Part 1: “Bringing Up Bébé”

Part 1, Chapter 9 Summary: “Caca Boudin”

When Bean is three, she picks up the phrase “caca boudin” (“poop sausage”) and says it all the time. Pamela isn’t sure how to feel about it. She enrolls Bean in the French version of preschool, called Maternelle, where children participate in a more structured, school-like environment, but without the pressure of having to learn specific things at specific times. Maternelle focuses on art, speaking skills, and other aspects of French culture, all of which influence Bean.


Pamela notices that French children are taught to say “bonjour” and “au revoir” as much as “please” and “thank you” are taught in America but for different reasons. For French parents, the greetings mean that the child is part of the world and is a whole person, while also reinforcing to the child that other people exist and have needs.


Soon, Bean becomes a native speaker of both French and English. She plays with the two languages, often combining them to humorous effect. Children’s books in France typically feature plotlines without a resolution, emphasizing that life is complicated and nuanced. As time goes on, Pamela can no longer deny Bean’s “Frenchness.” Pamela and Simon, meanwhile, never fully adapt to French nuance. For instance, they learn that “caca boudin” is a sort of kids’ curse word, but never manage to navigate the use of the term.

Part 1, Chapter 10 Summary: “Double Entendre”

At 38, Pamela becomes anxious about missing the chance to have more children, while Simon is perfectly content with one. Pamela starts fertility treatments and becomes pregnant with twins, which is wonderful news to her and a shock to Simon. Giving birth to twins is harrowing, and the months afterward are not much different. Stress runs high, sleep is rare, and breastfeeding twins is a challenge. Simon dreads having a home filled with loud, often upset children. Pamela orders renovations for the family’s new apartment that she doesn’t understand and unwittingly ends up destroying 200-year-old architecture—something she regrets to this day.

Part 1, Chapter 11 Summary: “I Adore This Baguette”

With three young children, Pamela feels irritable and short-tempered; she believes she needs to prioritize the children at all times. Pamela and Simon’s relationship suffers. Pamela hears from French women about the importance of maintaining a sex life and having leisure time away from children, particularly for romantic relationships to thrive.
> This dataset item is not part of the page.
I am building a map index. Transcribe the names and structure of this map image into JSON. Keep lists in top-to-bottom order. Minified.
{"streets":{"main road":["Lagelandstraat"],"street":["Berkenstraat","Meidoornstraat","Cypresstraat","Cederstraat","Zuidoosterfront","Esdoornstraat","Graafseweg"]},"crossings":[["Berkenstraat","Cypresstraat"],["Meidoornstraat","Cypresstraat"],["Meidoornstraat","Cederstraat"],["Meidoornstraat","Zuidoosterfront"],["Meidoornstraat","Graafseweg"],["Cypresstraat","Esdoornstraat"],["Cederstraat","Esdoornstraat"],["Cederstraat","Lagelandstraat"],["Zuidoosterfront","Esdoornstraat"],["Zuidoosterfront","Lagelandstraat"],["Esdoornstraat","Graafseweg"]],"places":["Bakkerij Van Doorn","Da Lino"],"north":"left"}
French women prioritize their relationships, while American women see them as secondary. Breaks from parents are also important for children, who benefit from time away and the joyful reunion afterward.
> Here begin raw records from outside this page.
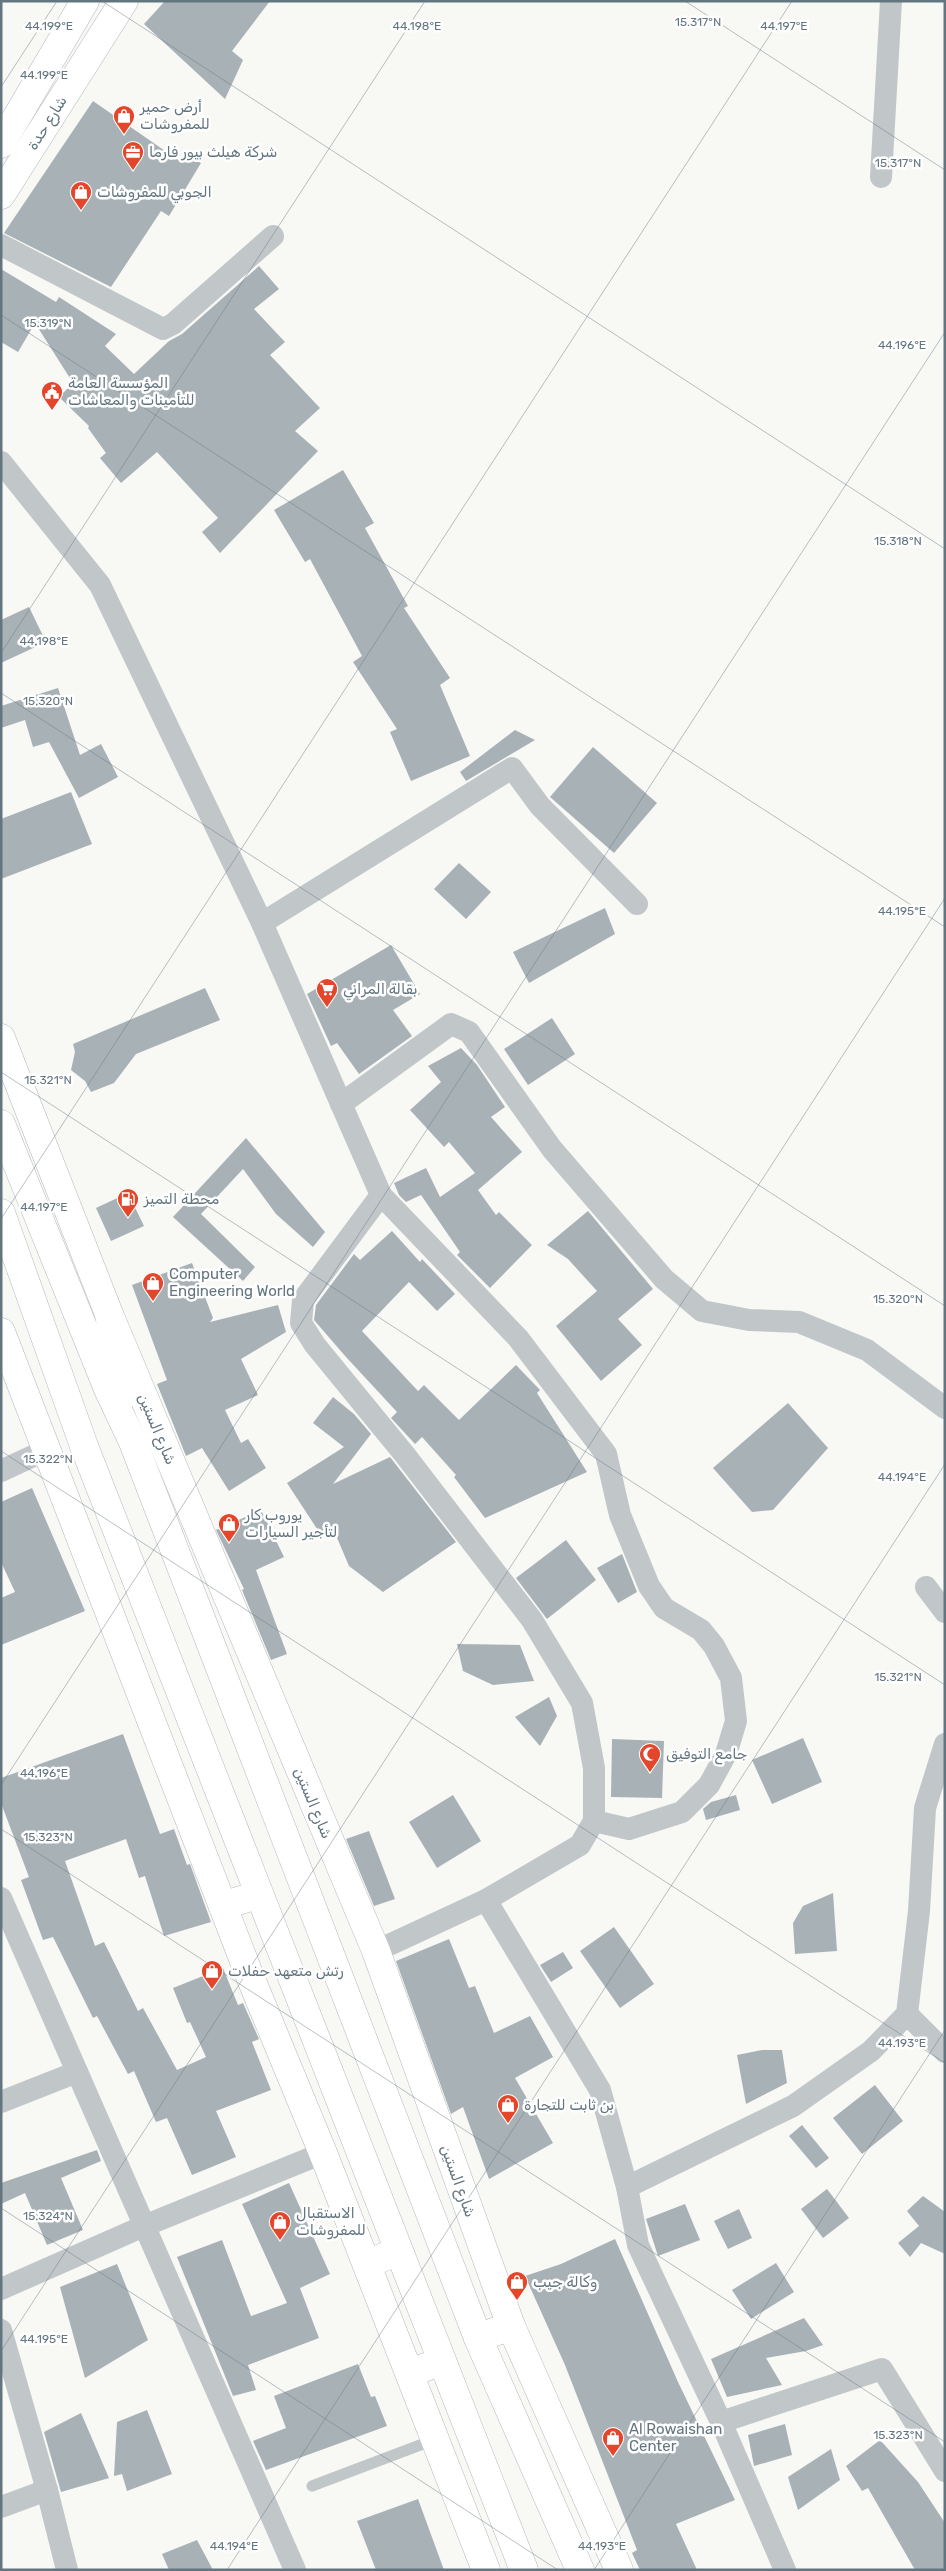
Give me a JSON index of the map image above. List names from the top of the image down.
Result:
{
  "streets": {
    "main road": ["شارع حدة", "شارع الستين"]
  },
  "places": {
    "shop": [
      "أرض حمير للمفروشات",
      "الجوبي للمفروشات",
      "Computer Engineering World",
      "يوروب كار لتأجير السيارات",
      "رتش متعهد حفلات",
      "بن ثابت للتجارة",
      "الاستقبال للمفروشات",
      "وكالة جيب",
      "Al Rowaishan Center"
    ],
    "office": ["شركة هيلث بيور فارما"],
    "public building": ["المؤسسة العامة للتأمينات والمعاشات"],
    "supermarket": ["بقالة المراني"],
    "fuel station": ["محطة التميز"],
    "mosque": ["جامع التوفيق"]
  },
  "coordinates": [
    "15.317°N",
    "44.198°E",
    "44.199°E",
    "44.197°E",
    "15.319°N",
    "44.196°E",
    "15.318°N",
    "15.320°N",
    "44.195°E",
    "15.321°N",
    "15.322°N",
    "44.194°E",
    "15.323°N",
    "44.193°E",
    "15.324°N"
  ]
}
In France, gender equality has a long way to go, and this is especially true when it comes to childrearing and household duties. Despite this, Pamela notices that many French mothers don’t mind or even take pride in being primary caregivers, and they don’t expect much from their husbands. Simon and Pamela are invited to a weekend away with some friends. During that time Pamela observes the youthful, lively energy between the other couple. She compares their dynamic to her own relationship, in which she frequently criticizes Simon rather than showing gratitude and realizes that a shift needs to be made to mend their bond.

Part 1, Chapter 12 Summary: “You Just Have to Taste It”
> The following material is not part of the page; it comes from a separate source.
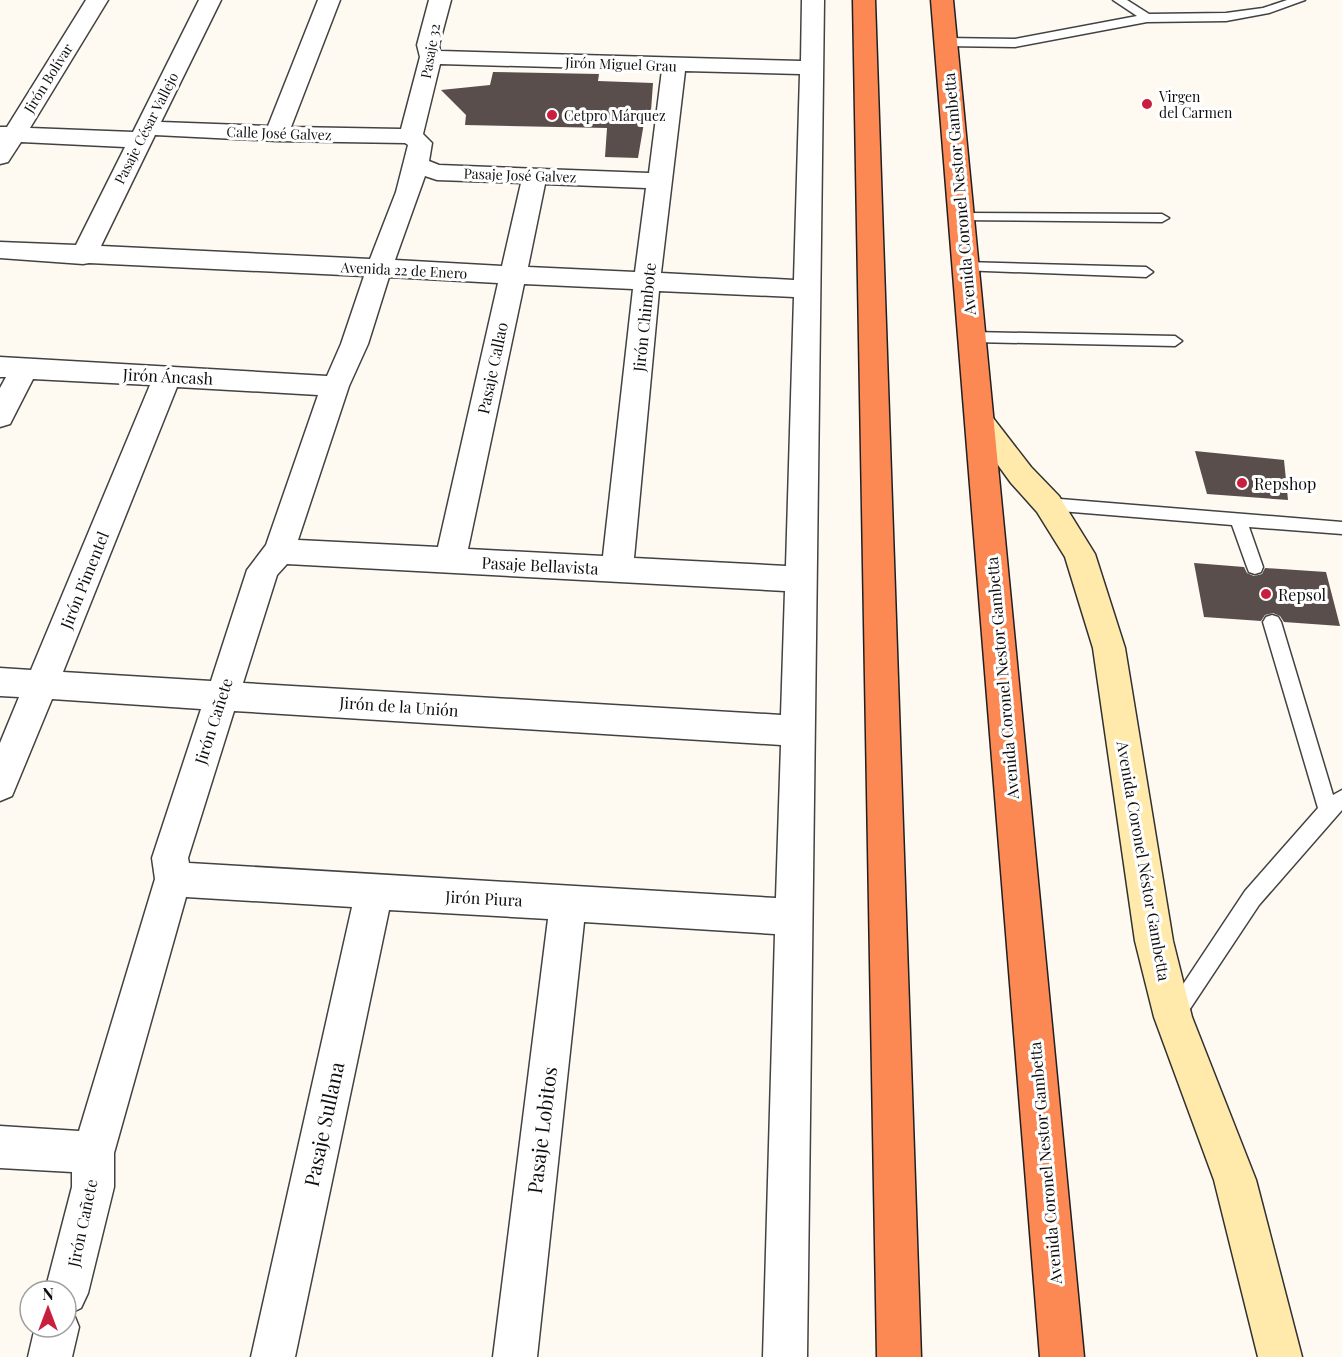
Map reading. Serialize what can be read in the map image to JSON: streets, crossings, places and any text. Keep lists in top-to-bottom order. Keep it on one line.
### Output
{"streets":{"highway":["Avenida Coronel Nestor Gambetta"],"street":["Pasaje 32","Jirón Miguel Grau","Jirón Bolívar","Pasaje César Vallejo","Calle José Galvez","Pasaje José Galvez","Avenida 22 de Enero","Jirón Chimbote","Pasaje Callao","Jirón Áncash","Pasaje Bellavista","Jirón Pimentel","Jirón de la Unión","Jirón Cañete","Avenida Coronel Néstor Gambetta","Jirón Piura","Pasaje Sullana","Pasaje Lobitos"]},"crossings":[["Pasaje 32","Jirón Miguel Grau"],["Pasaje 32","Calle José Galvez"],["Jirón Miguel Grau","Jirón Chimbote"],["Jirón Bolívar","Calle José Galvez"],["Pasaje César Vallejo","Calle José Galvez"],["Pasaje César Vallejo","Avenida 22 de Enero"],["Pasaje José Galvez","Jirón Chimbote"],["Pasaje José Galvez","Pasaje Callao"],["Pasaje José Galvez","Jirón Cañete"],["Avenida Coronel Nestor Gambetta","Avenida Coronel Néstor Gambetta"],["Avenida 22 de Enero","Jirón Chimbote"],["Avenida 22 de Enero","Pasaje Callao"],["Avenida 22 de Enero","Jirón Cañete"],["Jirón Chimbote","Pasaje Bellavista"],["Pasaje Callao","Pasaje Bellavista"],["Jirón Áncash","Jirón Pimentel"],["Jirón Áncash","Jirón Cañete"],["Pasaje Bellavista","Jirón Cañete"],["Jirón Pimentel","Jirón de la Unión"],["Jirón de la Unión","Jirón Cañete"],["Jirón Cañete","Jirón Piura"],["Jirón Piura","Pasaje Sullana"],["Jirón Piura","Pasaje Lobitos"]],"places":["Virgen del Carmen","Cetpro Márquez","Repshop","Repsol"],"north":"top"}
Pamela’s three children appreciate a wide variety of foods, thanks to growing up in a culture that focuses on healthy eating. Pamela observes that children raised in the US often have highly particular food preferences, unlike in France. She believes this starts when babies are first introduced to food. French parents tend toward fruits and vegetables and celebrate the introduction of each new food into a child’s life. They accept that some children will be reluctant, but literature suggests that parents keep trying, while talking about and asking questions about the food. Pamela attends a commission meeting to decide on the crèche menus for Paris and finds several valuable lessons. The commission discourages thinking of certain foods as “kids’ foods,” and prescribes as much variety as possible. Pamela also visits a French family and observes how the mother insists her children at least taste everything, and how everyone eats the same meals. Nobody is forced to eat or to finish their plate, but everyone is always encouraged to at least try. Children are also included in the meal preparation process.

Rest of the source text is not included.